Relationship Advice: 5 Signs You’re Giving More Than Receiving In A Relationship
5 Signs You Give More Than You Receive in Relationships
“ The habit of giving may be embedded in your good heart, but each of us must use this quality rationally. Rational thinking of a person tells when to give, what to give, and to whom to give without causing any harm to yourself or others.” Michel Roya Rad, “Are You a Generous Person?”
All people can be fairly divided into three categories: those who love to give; those who love to receive; and those who love both to give and to receive.
Most people fall into the third category, and there is nothing wrong or bad in giving and enticing in equal measure.
However, there is also a minority that can be characterized as only “givers” and only “takers”. The first group of people’s motivations are based on their altruistic nature, whereas the second group of people’s motivations are based on their interests.
You give more than you receive in a relationship.
Predisposed people to give are warmhearted, selfless, and empathetic. However, without setting certain boundaries, the ability to give can turn into counterproductive and unhealthy behavior.
In essence, a giving person needs to be able to balance between his innate kindness and the realities of this world.
Why is it so important to maintain a balance between giving and common sense?
- You will not be used.
- selfish people will not be included in your social circle;
- Everyone won’t keep bugging you to get help from you.
- the people you care about (children, brothers, and sisters) will be able to show a desire to become more independent and self-sufficient;
- You will be able to get rid of feelings of guilt and regret.
Now answer the question: “Are you sacrificing yourself too much ?”
There are 5 potential signs that you are over-committing. Let’s get started!
Here Are 5 Signs You’re Giving More Than Receiving in a Relationship
1. You rarely say “no.”
The inability to say “no” can be harmful. Have you ever agreed to something with a smile, even though inside you felt awkward? If so, then this could be a sign of your over-giving.
You have the right (the right!) to say “no,” with or without explanation.
Try this: Keep your answers short, polite, and confident. For example: “I’m very busy with my project. I hope you can find someone else.”
2. You don’t have enough time for yourself
Unfortunately, selfless acts do not stop time. We all have our things to do, people to meet, and places to go. Each of us needs time to sleep and have fun.
Rest and the desire to relax are our human needs, not an option. Your brain and body need to be fueled with strength and energy so that you can be a productive and happy person (it’s physiology!). Do yourself a favor and find time in your schedule for yourself.
If it helps, think of rest as fuel for your body to help you become the best version of yourself.
Try this: In your schedule, set aside an hour or two each day for yourself. This time is yours alone. People should be aware of these hours and not disturb you during these hours.
3. You always solve other people’s problems
Let’s say it’s 9 pm and you can’t wait to kick up your tired feet and relax after a hard day. Just then the phone rings!
Later on the phone, you listen to your friend tell you about his problems. Of course, you are too polite to cut the conversation short, so you listen… and listen. About 20 minutes later, your friend asks for your opinion/solution regarding his situation.
Try this: Turn off your phone (if you can’t, ignore unnecessary calls), or go to a quiet place.
Most importantly, stop being a psychotherapist for other people; you already devote too much of your time to them!
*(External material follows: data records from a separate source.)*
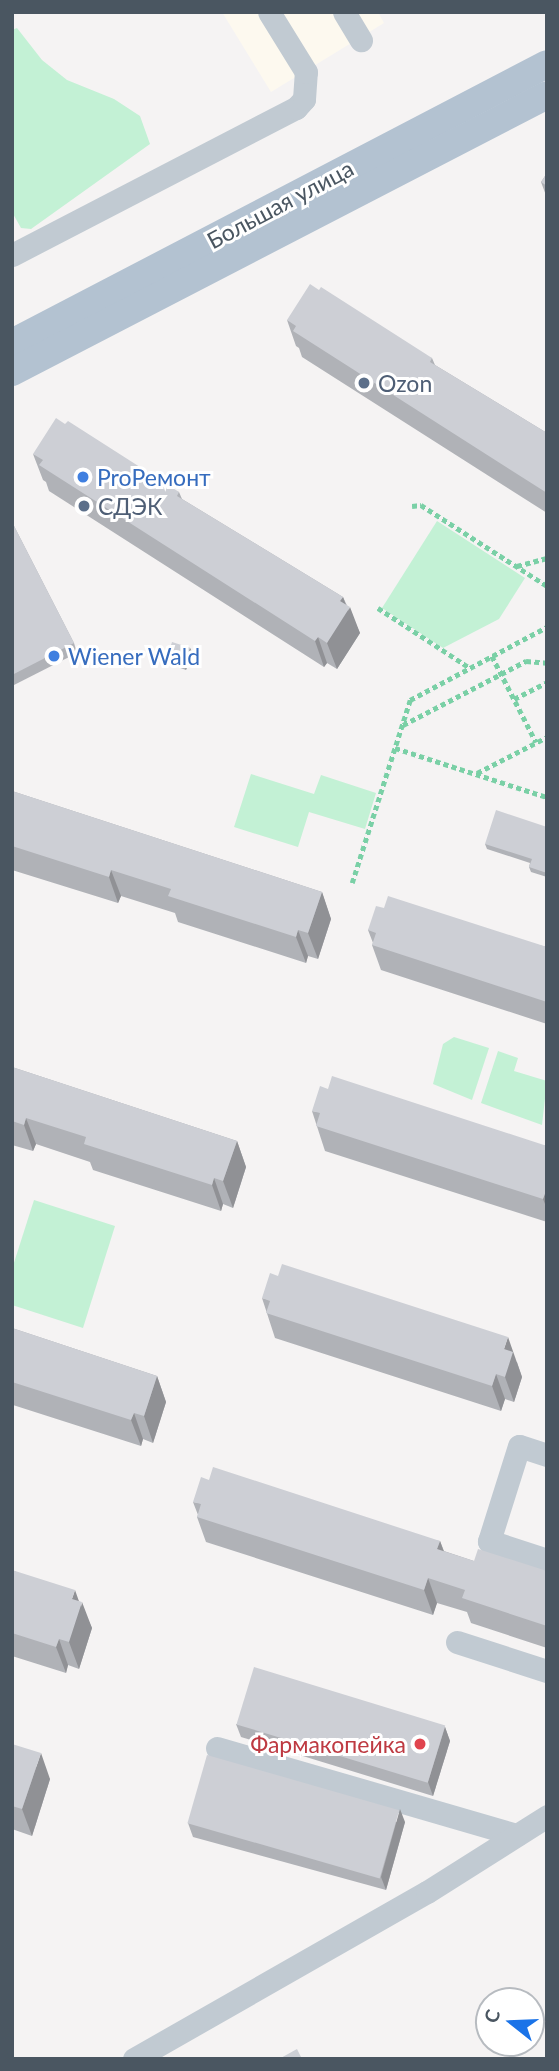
<!DOCTYPE html>
<meta charset="utf-8">
<style>
body{margin:0}
#map{position:relative;width:559px;height:2071px;overflow:hidden;background:#f5f3f3;font-family:Lato,sans-serif}
div>[style]{position:absolute}
.commercial>*{inset:0;background:#fdf9ef}
.green>*{inset:0;background:#c3f1d5}
.path>*{height:4.5px;margin-top:-2.25px;transform-origin:0;background:repeating-linear-gradient(90deg,#7ad0a6 0 5px,transparent 0 8.5px)}
.minor>*{height:23px;margin:-11.5px;padding:0 11.5px;transform-origin:11.5px;border-radius:11.5px;background:#c1cad2}
.major>*{height:28px;margin:-14px;padding:0 14px;transform-origin:14px;border-radius:14px;background:#b3c2d1}
.wall>*{inset:0;background:#b0b2b7}
.shaded-wall>*{inset:0;background:#909195}
.building>*{inset:0;background:#cdcfd5;transform-origin:0 0}
.dots>*{width:19px;height:19px;translate:-50% -50%;box-sizing:border-box;border:4px solid #fff;border-radius:50%}
span{translate:-50% -50%;white-space:nowrap;text-align:center;line-height:1.15;-webkit-text-stroke:6px #fff;paint-order:stroke}
.street-label{font-size:23px;color:#4a5661}
.service-label{font-size:23px;color:#4e5e75}
.left{translate:0 -50%;text-align:left}
.shop-label{font-size:23px;color:#366cbe}
.health-label{font-size:23px;color:#be3a42}
.right{translate:-100% -50%;text-align:right}
.frame{position:absolute;inset:0;border:14px solid #4a5661;pointer-events:none}
.north{position:absolute;left:475px;top:1987px;width:70px;height:70px;box-sizing:border-box;background:#fff;border:2px solid #b7bbc0;border-radius:50%;rotate:288deg;font-size:19px;font-weight:700;line-height:28px;text-align:center;color:#4a5661}
.north::after{content:'';display:block;margin:auto;width:24px;height:32px;background:#1a73e8;clip-path:polygon(50% 0,100% 100%,50% 72%,0 100%)}
</style>
<div id="map">
<div class="commercial">
<i style="clip-path:polygon(222px 12px,378px 12px,384px 23px,271px 92px)"></i>
</div>
<div class="green">
<i style="clip-path:polygon(17px 28px,42px 60px,67px 80px,114px 99px,140px 116px,150px 144px,31px 229px,21px 228px,12px 212px,12px 30px)"></i>
<i style="clip-path:polygon(437px 521px,525px 578px,499px 619px,443px 648px,382px 608px)"></i>
<i style="clip-path:polygon(251px 774px,314px 794px,321px 775px,376px 793px,365px 829px,309px 812px,298px 847px,234px 827px)"></i>
<i style="clip-path:polygon(454px 1037px,489px 1048px,472px 1100px,433px 1084px,443px 1044px)"></i>
<i style="clip-path:polygon(498px 1051px,518px 1058px,514px 1071px,547px 1081px,542px 1125px,481px 1103px)"></i>
<i style="clip-path:polygon(34px 1200px,115px 1226px,83px 1328px,12px 1305px,12px 1269px)"></i>
</div>
<div class="path">
<i style="left:412px;top:506px;width:9px;rotate:-6deg"></i>
<i style="left:421px;top:505px;width:150px;rotate:32.7deg"></i>
<i style="left:517px;top:566px;width:31px;rotate:-15deg"></i>
<i style="left:378px;top:608px;width:110px;rotate:33.1deg"></i>
<i style="left:492px;top:656px;width:97px;rotate:62.9deg"></i>
<i style="left:514px;top:699px;width:37px;rotate:-27deg"></i>
<i style="left:403px;top:725px;width:139px;rotate:-27.5deg"></i>
<i style="left:526px;top:661px;width:21px;rotate:5deg"></i>
<i style="left:395px;top:748px;width:160px;rotate:17.9deg"></i>
<i style="left:477px;top:773px;width:79px;rotate:-27.2deg"></i>
<i style="left:352px;top:883px;width:192px;rotate:-72.4deg"></i>
<i style="left:410px;top:700px;width:155px;rotate:-28.1deg"></i>
</div>
<div class="minor">
<i style="left:344px;top:12px;width:33px;rotate:59deg"></i>
<i style="left:12px;top:255px;width:320px;rotate:-27.4deg"></i>
<i style="left:296px;top:108px;width:12px;rotate:-48deg"></i>
<i style="left:304px;top:99px;width:27px;rotate:-86deg"></i>
<i style="left:306px;top:72px;width:70px;rotate:-121.7deg"></i>
<i style="left:547px;top:1455px;width:29px;rotate:-162deg"></i>
<i style="left:519px;top:1446px;width:100px;rotate:107.5deg"></i>
<i style="left:489px;top:1541px;width:61px;rotate:18.1deg"></i>
<i style="left:457px;top:1642px;width:95px;rotate:17.9deg"></i>
<i style="left:217px;top:1748px;width:312px;rotate:16.2deg"></i>
<i style="left:134px;top:2059px;width:337px;rotate:-29.7deg"></i>
<i style="left:427px;top:1892px;width:142px;rotate:-32.3deg"></i>
</div>
<div class="major">
<i style="left:12px;top:343px;width:603px;rotate:-27.54deg"></i>
<i style="left:12px;top:372px;width:602px;rotate:-27.37deg"></i>
</div>
<div class="wall">
<i style="clip-path:polygon(547px 173px,547px 198px,541px 182px)"></i>
<i style="clip-path:polygon(287px 320px,432px 358px,435px 365px,547px 433px,547px 513px,302px 357px,299px 348px,296px 346px)"></i>
<i style="clip-path:polygon(33px 454px,179px 492px,182px 499px,343px 597px,360px 633px,337px 669px,327px 663px,324px 667px,49px 491px,46px 482px,43px 480px)"></i>
<i style="clip-path:polygon(12px 522px,74px 643px,77px 653px,12px 686px)"></i>
<i style="clip-path:polygon(190px 648px,192px 652px,186px 670px,169px 664px,167px 659px)"></i>
<i style="clip-path:polygon(12px 791px,322px 892px,331px 919px,318px 959px,308px 956px,306px 963px,178px 922px,175px 913px,121px 896px,118px 903px,12px 870px)"></i>
<i style="clip-path:polygon(547px 827px,547px 877px,531px 872px,529px 867px,530px 863px,487px 849px,485px 844px)"></i>
<i style="clip-path:polygon(384px 908px,547px 947px,547px 1024px,381px 970px,372px 945px,373px 943px,368px 930px)"></i>
<i style="clip-path:polygon(12px 1067px,237px 1141px,246px 1167px,233px 1208px,223px 1204px,221px 1211px,93px 1170px,90px 1162px,36px 1144px,33px 1151px,12px 1145px)"></i>
<i style="clip-path:polygon(312px 1111px,547px 1146px,547px 1222px,325px 1151px)"></i>
<i style="clip-path:polygon(262px 1298px,517px 1362px,522px 1377px,514px 1402px,505px 1399px,501px 1411px,275px 1338px)"></i>
<i style="clip-path:polygon(12px 1328px,157px 1376px,166px 1402px,153px 1443px,143px 1439px,141px 1446px,13px 1405px,12px 1402px)"></i>
<i style="clip-path:polygon(193px 1502px,440px 1541px,444px 1551px,474px 1561px,547px 1571px,547px 1648px,471px 1623px,467px 1612px,437px 1603px,433px 1615px,206px 1542px,197px 1517px,198px 1515px)"></i>
<i style="clip-path:polygon(12px 1570px,79px 1601px,92px 1628px,79px 1669px,68px 1665px,66px 1673px,12px 1656px)"></i>
<i style="clip-path:polygon(236px 1724px,445px 1727px,450px 1741px,433px 1796px,241px 1737px)"></i>
<i style="clip-path:polygon(12px 1744px,50px 1779px,32px 1836px,12px 1829px)"></i>
<i style="clip-path:polygon(405px 1822px,386px 1890px,193px 1837px,188px 1823px)"></i>
</div>
<div class="shaded-wall">
<i style="clip-path:polygon(343px 597px,348px 611px,350px 607px,360px 633px,337px 669px,327px 643px,340px 601px)"></i>
<i style="clip-path:polygon(318px 637px,327px 663px,324px 667px,315px 641px)"></i>
<i style="clip-path:polygon(190px 648px,192px 652px,186px 670px,184px 665px)"></i>
<i style="clip-path:polygon(111px 870px,121px 896px,118px 903px,109px 877px)"></i>
<i style="clip-path:polygon(322px 892px,331px 919px,318px 959px,308px 933px)"></i>
<i style="clip-path:polygon(298px 930px,308px 956px,306px 963px,296px 937px)"></i>
<i style="clip-path:polygon(26px 1118px,36px 1144px,33px 1151px,24px 1125px)"></i>
<i style="clip-path:polygon(237px 1141px,246px 1167px,233px 1208px,223px 1181px)"></i>
<i style="clip-path:polygon(214px 1178px,223px 1204px,221px 1211px,212px 1185px)"></i>
<i style="clip-path:polygon(547px 1188px,547px 1209px,543px 1199px)"></i>
<i style="clip-path:polygon(508px 1337px,522px 1377px,514px 1402px,505px 1377px,504px 1349px)"></i>
<i style="clip-path:polygon(496px 1374px,505px 1399px,501px 1411px,492px 1386px)"></i>
<i style="clip-path:polygon(157px 1376px,166px 1402px,153px 1443px,144px 1416px)"></i>
<i style="clip-path:polygon(134px 1413px,143px 1439px,141px 1446px,131px 1420px)"></i>
<i style="clip-path:polygon(440px 1541px,449px 1566px,437px 1549px)"></i>
<i style="clip-path:polygon(428px 1578px,437px 1603px,433px 1615px,424px 1590px)"></i>
<i style="clip-path:polygon(75px 1590px,81px 1607px,82px 1602px,92px 1628px,79px 1669px,69px 1642px,72px 1599px)"></i>
<i style="clip-path:polygon(59px 1639px,68px 1665px,66px 1673px,56px 1647px)"></i>
<i style="clip-path:polygon(445px 1727px,450px 1741px,433px 1796px,428px 1782px)"></i>
<i style="clip-path:polygon(41px 1753px,50px 1779px,32px 1836px,22px 1809px)"></i>
<i style="clip-path:polygon(400px 1809px,405px 1822px,386px 1890px,381px 1877px)"></i>
</div>
<div class="building">
<i style="clip-path:polygon(547px 173px,547px 186px,541px 182px)"></i>
<i style="clip-path:polygon(310px 284px,319px 290px,321px 287px,432px 358px,430px 362px,547px 433px,547px 493px,293px 331px,296px 326px,287px 320px)"></i>
<i style="clip-path:polygon(56px 418px,65px 424px,68px 421px,179px 492px,177px 496px,343px 597px,340px 601px,350px 607px,327px 643px,318px 637px,315px 641px,39px 465px,43px 460px,33px 454px)"></i>
<i style="clip-path:polygon(12px 522px,74px 643px,12px 675px)"></i>
<i style="left:172px;top:642px;width:19px;height:18px;rotate:18deg"></i>
<i style="clip-path:polygon(12px 791px,322px 892px,308px 933px,298px 930px,296px 937px,168px 896px,171px 889px,111px 870px,109px 877px,12px 846px)"></i>
<i style="clip-path:polygon(496px 810px,547px 827px,547px 873px,529px 867px,532px 859px,485px 844px)"></i>
<i style="clip-path:polygon(388px 896px,547px 947px,547px 1002px,372px 945px,376px 933px,368px 930px,376px 906px,384px 908px)"></i>
<i style="clip-path:polygon(12px 1067px,237px 1141px,223px 1181px,214px 1178px,212px 1185px,84px 1144px,86px 1137px,26px 1118px,24px 1125px,12px 1121px)"></i>
<i style="clip-path:polygon(332px 1076px,547px 1146px,547px 1188px,543px 1199px,316px 1126px,320px 1113px,312px 1111px,320px 1086px,328px 1089px)"></i>
<i style="clip-path:polygon(282px 1264px,508px 1337px,504px 1349px,513px 1352px,505px 1377px,496px 1374px,492px 1386px,266px 1313px,270px 1301px,262px 1298px,270px 1273px,278px 1276px)"></i>
<i style="clip-path:polygon(12px 1328px,157px 1376px,144px 1416px,134px 1413px,131px 1420px,12px 1382px)"></i>
<i style="clip-path:polygon(213px 1467px,440px 1541px,437px 1549px,474px 1561px,478px 1549px,547px 1571px,547px 1626px,462px 1598px,465px 1590px,428px 1578px,424px 1590px,197px 1517px,201px 1504px,193px 1502px,201px 1477px,209px 1480px)"></i>
<i style="clip-path:polygon(12px 1570px,75px 1590px,72px 1599px,82px 1602px,69px 1642px,59px 1639px,56px 1647px,12px 1633px)"></i>
<i style="left:254px;top:1667px;width:200px;height:60px;rotate:17deg"></i>
<i style="clip-path:polygon(12px 1744px,41px 1753px,22px 1809px,12px 1806px)"></i>
<i style="left:207px;top:1755px;width:200px;height:71px;rotate:16deg"></i>
<i style="clip-path:polygon(297px 2049px,302px 2059px,279px 2059px)"></i>
</div>
<div class="dots">
<i style="left:364px;top:383px;background:#5c6f8a"></i>
<i style="left:83px;top:477px;background:#3f7fe0"></i>
<i style="left:84px;top:506px;background:#5c6f8a"></i>
<i style="left:54px;top:656px;background:#3f7fe0"></i>
<i style="left:420px;top:1744px;background:#e0444e"></i>
</div>
<div class="street-label">
<span style="left:280px;top:204px;rotate:-28deg">Большая улица</span>
</div>
<div class="service-label">
<span class="left" style="left:378px;top:383px">Ozon</span>
<span class="left" style="left:98px;top:506px">СДЭК</span>
</div>
<div class="shop-label">
<span class="left" style="left:97px;top:477px">ProРемонт</span>
<span class="left" style="left:68px;top:656px">Wiener Wald</span>
</div>
<div class="health-label">
<span class="right" style="left:406px;top:1744px">Фармакопейка</span>
</div>
<div class="frame"></div>
<div class="north">С</div>
</div>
4. There is a lot of drama in your life
For some reason, you have a deep sense of stress and drama, and you don’t know why. If you sacrifice yourself too much, you automatically let a lot of drama into your life.
Try this: Think of the solution as an equation. More Commitment (MC) + More People (MP) = More Drama (MD), or MC + MP = MD. Do what you will with that equation, but know that it’s time to make a change!
5. Your happiness suffers
Although givers get pleasure from helping others, they are, at their core, human like everyone else.
Increased levels of stress and adrenaline can lead to unintended consequences, including changes in brain chemistry.
When this happens, it can be very difficult to predict how it will end. However, anxiety and depression (or their symptoms) often manifest.
Try this: Please, for the sake of your health, stop doing this. Not only will your mental and physical health suffer, but you won’t be able to help anyone around you.
If your symptoms persist, try these few tips.
Take up meditation (natural and proven stress reduction techniques!).
Start saying “no.” Practice deep breathing. Visit a psychologist or psychotherapist.
If you liked the article about five signs that you give more than you receive in a relationship, then share it with your friends and loved ones. Be happy!